= Joseph Tracy =

American Congregational minister (1793–1874)

Joseph Tracy (1793–1874) was an American Protestant minister, newspaper editor, historian and leader in the American Colonization Society. He is noted as a typical figure of the New England Renaissance.

==Early life and education==
Joseph Tracy was born November 3, 1793, in Hartford, Vermont, as the eldest child of Joseph and Ruth Carter Tracy. By his own account, he "was a farmer's boy and student alternately, or sometimes both at once," until he graduated with a Master of Arts from Dartmouth College in 1814, after election to Phi Beta Kappa society. The degree of Doctor of Divinity was awarded him by the University of Vermont in 1859, after he had won his fame.

==Early career==
Like many other college graduates of his day, he first supported himself by teaching. In 1817, he was chosen as principal of Royalton Academy in Vermont. In a letter of recommendation it was said of him "I know him to be one of the best linguists and classical scholars in general who have been this number of years at Dartmouth College. . .You will find him to be not a fine gentleman nor a showy pedagogue but a useful instructor." It was there he met his first wife, Eleanor Washburn, whom he married in 1819. An admirer of educated women, he taught her Latin and began Greek, until the demands of family life cut short her studies. At this time, he also began the study of law.

==Later life and work==
However, he gave up the law for the ministry, studying under Asa Burton of Thetford, Vermont, and was admitted to the ministry of the Congregational Churches on June 26, 1821. From 1821 to 1828 he held the pastorates of two churches in villages near Thetford, but by the latter year it became apparent that his true work lay in a different branch of church activities. He was appointed in the autumn of 1828 to take the editorship of the "Vermont Chronicle", an organ of the Vermont Congregational Churches, which had been founded in 1826 by his younger brother, Ebenezer Carter Tracy. In 1834, he again exchanged positions with his brother, becoming editor of the Boston Recorder. He also served for a short time in 1837 as editor of the New York Observer. During and after this time he published several books, including: The Three Last Things, 1839, an essay on resurrection, judgment and final retribution; The Great Awakening, 1842, a history of the religious revival in America in the mid to late 18th century (some scholars attribute the well-known name of that movement to Rev. Tracy's work); and The History of the Missions of the American Board, 1842.

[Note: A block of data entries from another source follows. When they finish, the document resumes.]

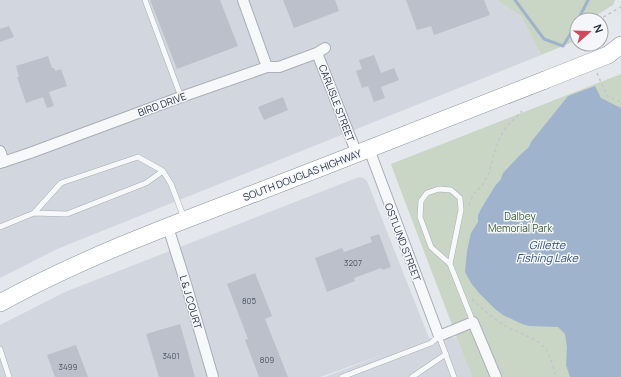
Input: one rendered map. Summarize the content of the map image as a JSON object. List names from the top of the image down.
{
  "streets": {
    "highway": ["SOUTH DOUGLAS HIGHWAY"],
    "street": [
      "CARLISLE STREET",
      "BIRD DRIVE",
      "OSTLUND STREET",
      "L & J COURT"
    ]
  },
  "crossings": [
    ["CARLISLE STREET", "BIRD DRIVE"],
    ["CARLISLE STREET", "SOUTH DOUGLAS HIGHWAY"],
    ["CARLISLE STREET", "OSTLUND STREET"],
    ["SOUTH DOUGLAS HIGHWAY", "OSTLUND STREET"],
    ["SOUTH DOUGLAS HIGHWAY", "L & J COURT"]
  ],
  "water": ["Gillette Fishing Lake"],
  "parks": ["Dalbey Memorial Park"],
  "house_numbers": [
    "3207",
    "805",
    "3401",
    "809",
    "3499"
  ],
  "north": "right"
}
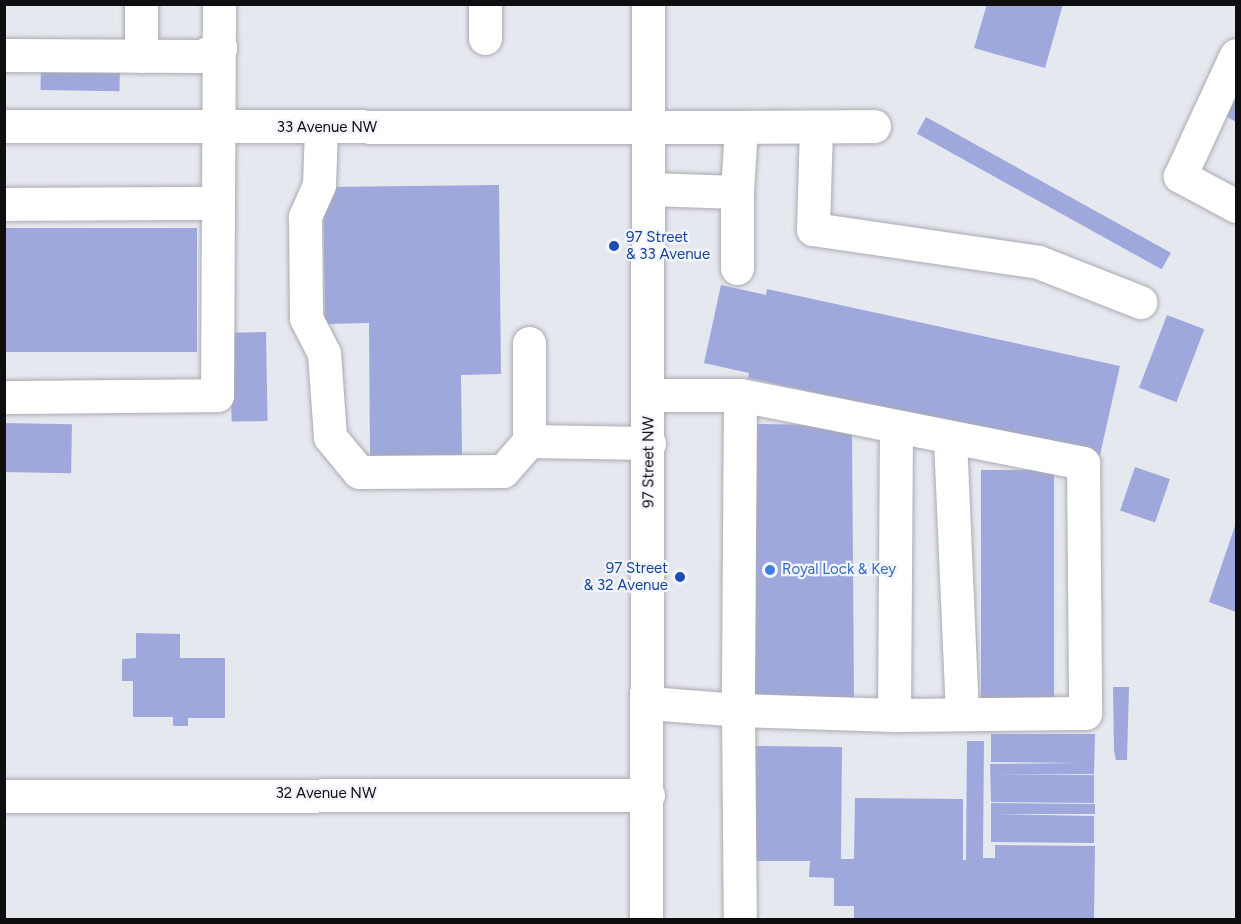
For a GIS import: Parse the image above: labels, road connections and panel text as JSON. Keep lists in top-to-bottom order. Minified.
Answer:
{"streets":{"street":["33 Avenue NW","97 Street NW","32 Avenue NW"]},"crossings":[["33 Avenue NW","97 Street NW"],["97 Street NW","32 Avenue NW"]],"places":["97 Street & 33 Avenue","Royal Lock & Key","97 Street & 32 Avenue"]}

Tracy had eight children with his first wife, Eleanor, who died in 1836. He remarried in 1842 to Sarah Prince. In his later years, he was cared for by his wife and two unmarried daughters. He was the guardian of his granddaughter, Martha Tracy Owler. He died in his home in Beverly, Massachusetts, on March 24, 1874, after a short illness.

==Views and affiliations==
Tracy's theological views were absolutely orthodox for his denomination, even puritan in outlook. However, in a time of extreme turbulence in his church, his tolerance was notable. Tradition within the Tracy family suggests that he assisted Samuel F. B. Morse with the development of the Morse code when in New York, despite Morse's well-known unorthodox ideas. Although this is mere tradition, Tracy did have a reputation as a man with an extraordinarily extensive fund of knowledge in varied fields. The story is told that a friend was talking to another about a certain type of copper found in England. The friend said "Mr. Tracy could tell you if he was here!" and then looking up, saw him. The friend couldn’t resist. "Mr. Tracy, what is Bungtown Copper?" Tracy replied that it was an expression shortened from Birmingham Copper and proceeded to go into a deep explanation of the meaning of the term.

From his college days, Tracy was closely associated with the New England group who were leaders in the development of political feeling in the north, most notably Rufus Choate and Daniel Webster, both fellow Dartmouth graduates. In 1842, he began his life work as secretary of the Massachusetts Colonization Society, an affiliate of the American Colonization Society, a position he held until his death in 1874. He became a director of the parent society in 1858 and attended the annual meetings at the Washington headquarters. The "Memorial of the Semi-Centennial Anniversary of the American Colonization Society," published 1867, contains a historical account by him of the work of the society.

These Societies, which arose in several states including the South, beginning in 1817, undertook to solve, or alleviate, the slavery question by acquiring freedom for black slaves and transporting them by ship back to Africa. In actuality, the motives of the colonization supporters were mixed - many supporters were no abolitionists, but instead wanted to be rid of the free Negro population. By the time Tracy began his work, it was clear that large-scale colonization was a failure and that much of the movement was discredited.

Tracy's did not view Liberia as a mere convenient place for an inconvenient population. Besides sincere anti-slavery views, he saw African colonization as a way of Christian mission. He also had an important influence in the founding of the college at Liberia and bringing it into successful operation.

Tracy was in some ways a typical figure in the period of American history known as the New England Renaissance. His upbringing and inclination looked back to the Pilgrim fathers - he called Christmas a heathen holiday, yet never interfered with his family's celebration of it - but his education and tolerance heralded the beginnings of a more modern sensibility.